Database Cost Optimization

Aurora I/O-Optimized vs. Standard

Aurora offers two pricing models:

Standard: Lower instance cost, pay per I/O operation ($0.20 per million I/O requests)

I/O-Optimized: 30% higher instance cost, zero I/O charges

The crossover math:

Standard monthly cost = instance_cost + (io_requests × $0.20 / 1,000,000)
IO-Optimized monthly cost = instance_cost × 1.30

Break-even: instance_cost × 0.30 = io_requests × $0.20 / 1,000,000

For an r6g.xlarge ($0.52/hr = $379.60/month):
Break-even I/O = ($379.60 × 0.30) / $0.20 × 1,000,000
               = $113.88 / $0.20 × 1,000,000
               = 569,400,000 I/O requests/month
               ≈ 570 million I/O requests/month

If your Aurora cluster processes more than 570 million I/O operations per month, I/O-Optimized is cheaper. Check your current I/O in CloudWatch:

aws cloudwatch get-metric-statistics \
  --namespace AWS/RDS \
  --metric-name VolumeReadIOPs \
  --dimensions Name=DBClusterIdentifier,Value=my-aurora-cluster \
  --start-time 2026-02-01T00:00:00Z \
  --end-time 2026-03-01T00:00:00Z \
  --period 2592000 \
  --statistics Sum \
  --output json

Add VolumeWriteIOPs to the total. If the sum exceeds the break-even threshold, switch to I/O-Optimized. The switch is a single API call with no downtime.

RDS Right-Sizing and Read Replica Consolidation

Apply the same CPU/memory analysis as EC2. Additionally, check for read replicas that exist but receive minimal traffic:

aws cloudwatch get-metric-statistics \
  --namespace AWS/RDS \
  --metric-name DatabaseConnections \
  --dimensions Name=DBInstanceIdentifier,Value=my-read-replica-01 \
  --start-time 2026-02-19T00:00:00Z \
  --end-time 2026-03-05T00:00:00Z \
  --period 86400 \
  --statistics Average Maximum \
  --output table

If a read replica averages fewer than 5 connections over 14 days, it is likely serving a query that could be routed to the primary or to another replica. Consolidating from 3 read replicas to 1 saves two full instance costs.

NAT Gateway: The Silent Budget Killer

A single NAT Gateway costs $0.045/hr ($32.40/month) plus $0.045/GB of processed data. For a workload pushing 20 TB/month through NAT (common when services pull from S3, ECR, or DynamoDB), the data processing charge alone is $900/month per NAT Gateway.

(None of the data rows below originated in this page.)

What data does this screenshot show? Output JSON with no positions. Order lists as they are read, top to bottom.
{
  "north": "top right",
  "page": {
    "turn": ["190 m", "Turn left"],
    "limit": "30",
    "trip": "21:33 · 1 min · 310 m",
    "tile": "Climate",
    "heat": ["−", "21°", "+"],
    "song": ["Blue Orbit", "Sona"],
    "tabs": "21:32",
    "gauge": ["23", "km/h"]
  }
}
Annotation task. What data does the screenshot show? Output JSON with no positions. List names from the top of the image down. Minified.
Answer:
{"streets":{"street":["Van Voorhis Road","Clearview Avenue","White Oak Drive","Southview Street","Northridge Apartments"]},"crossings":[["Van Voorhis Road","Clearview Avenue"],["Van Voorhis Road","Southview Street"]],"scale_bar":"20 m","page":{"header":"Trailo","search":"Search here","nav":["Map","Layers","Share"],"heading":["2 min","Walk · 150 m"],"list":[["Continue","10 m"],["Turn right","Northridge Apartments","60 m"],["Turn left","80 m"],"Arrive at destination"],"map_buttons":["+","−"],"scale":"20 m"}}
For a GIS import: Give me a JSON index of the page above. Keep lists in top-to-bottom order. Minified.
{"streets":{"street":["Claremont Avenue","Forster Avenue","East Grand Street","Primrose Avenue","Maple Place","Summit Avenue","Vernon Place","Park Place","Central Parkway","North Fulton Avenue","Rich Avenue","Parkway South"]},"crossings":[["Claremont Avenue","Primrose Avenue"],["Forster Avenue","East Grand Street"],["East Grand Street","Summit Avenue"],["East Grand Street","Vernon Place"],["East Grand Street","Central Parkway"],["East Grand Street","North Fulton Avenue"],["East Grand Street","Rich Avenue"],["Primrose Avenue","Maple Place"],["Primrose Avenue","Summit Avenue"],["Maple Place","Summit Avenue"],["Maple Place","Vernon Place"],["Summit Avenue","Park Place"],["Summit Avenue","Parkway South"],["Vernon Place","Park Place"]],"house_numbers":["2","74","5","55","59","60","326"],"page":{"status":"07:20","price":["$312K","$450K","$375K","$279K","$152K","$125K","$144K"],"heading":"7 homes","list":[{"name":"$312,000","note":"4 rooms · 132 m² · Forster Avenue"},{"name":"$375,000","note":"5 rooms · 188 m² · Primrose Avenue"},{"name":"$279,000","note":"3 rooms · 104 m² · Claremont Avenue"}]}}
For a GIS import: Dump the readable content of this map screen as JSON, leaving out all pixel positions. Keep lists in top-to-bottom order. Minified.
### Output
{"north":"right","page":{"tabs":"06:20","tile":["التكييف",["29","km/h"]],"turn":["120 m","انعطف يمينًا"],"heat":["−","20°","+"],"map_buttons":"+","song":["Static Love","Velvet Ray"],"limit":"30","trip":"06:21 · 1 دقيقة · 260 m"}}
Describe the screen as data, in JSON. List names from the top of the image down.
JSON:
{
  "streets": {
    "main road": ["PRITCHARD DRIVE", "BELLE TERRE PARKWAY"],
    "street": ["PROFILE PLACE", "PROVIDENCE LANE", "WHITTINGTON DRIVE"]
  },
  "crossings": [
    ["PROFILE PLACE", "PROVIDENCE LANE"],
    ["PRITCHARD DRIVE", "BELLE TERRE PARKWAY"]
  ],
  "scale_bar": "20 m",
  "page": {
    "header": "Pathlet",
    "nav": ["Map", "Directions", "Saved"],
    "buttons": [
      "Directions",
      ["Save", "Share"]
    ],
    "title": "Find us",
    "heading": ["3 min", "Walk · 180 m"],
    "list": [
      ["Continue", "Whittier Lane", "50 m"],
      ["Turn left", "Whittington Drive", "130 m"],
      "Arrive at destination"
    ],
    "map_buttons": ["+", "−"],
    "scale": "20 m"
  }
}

If you have two NAT Gateways (one per AZ for high availability), that is $1,800/month in data processing charges — for traffic that could be free.

The Fix: VPC Endpoints

Gateway endpoints (S3 and DynamoDB) are free. No hourly charge, no data processing charge.

# Create a gateway endpoint for S3
aws ec2 create-vpc-endpoint \
  --vpc-id vpc-0abc123def456789a \
  --service-name com.amazonaws.us-east-1.s3 \
  --route-table-ids rtb-0abc123 rtb-0def456

# Create a gateway endpoint for DynamoDB
aws ec2 create-vpc-endpoint \
  --vpc-id vpc-0abc123def456789a \
  --service-name com.amazonaws.us-east-1.dynamodb \
  --route-table-ids rtb-0abc123 rtb-0def456

Interface endpoints (ECR, STS, CloudWatch, Secrets Manager, etc.) cost $0.01/hr per AZ plus $0.01/GB processed. Still far cheaper than NAT Gateway for AWS service traffic.

# Create an interface endpoint for ECR (Docker pulls)
aws ec2 create-vpc-endpoint \
  --vpc-id vpc-0abc123def456789a \
  --vpc-endpoint-type Interface \
  --service-name com.amazonaws.us-east-1.ecr.dkr \
  --subnet-ids subnet-aaa111 subnet-bbb222 \
  --security-group-ids sg-0abc123def456789a \
  --private-dns-enabled

# Also create endpoints for ECR API and S3 (ECR uses S3 for layers)
aws ec2 create-vpc-endpoint \
  --vpc-id vpc-0abc123def456789a \
  --vpc-endpoint-type Interface \
  --service-name com.amazonaws.us-east-1.ecr.api \
  --subnet-ids subnet-aaa111 subnet-bbb222 \
  --security-group-ids sg-0abc123def456789a \
  --private-dns-enabled

# STS endpoint (used by IAM role assumption, very chatty)
aws ec2 create-vpc-endpoint \
  --vpc-id vpc-0abc123def456789a \
  --vpc-endpoint-type Interface \
  --service-name com.amazonaws.us-east-1.sts \
  --subnet-ids subnet-aaa111 subnet-bbb222 \
  --security-group-ids sg-0abc123def456789a \
  --private-dns-enabled

To determine how much traffic is going through your NAT Gateway, check Cost Explorer with usage type filter NatGateway-Bytes or query CloudWatch:

aws cloudwatch get-metric-statistics \
  --namespace AWS/NATGateway \
  --metric-name BytesOutToDestination \
  --dimensions Name=NatGatewayId,Value=nat-0abc123def456789a \
  --start-time 2026-02-01T00:00:00Z \
  --end-time 2026-03-01T00:00:00Z \
  --period 2592000 \
  --statistics Sum \
  --output json

Data Transfer Optimization

CloudFront for Origin Offload

Data transfer from EC2/ALB to the internet costs $0.09/GB. Data transfer from CloudFront is $0.085/GB at the first tier and drops with volume. But the real savings come from cache hits — a cached response at CloudFront does not generate an origin fetch, so you pay only the CloudFront edge cost with zero origin data transfer.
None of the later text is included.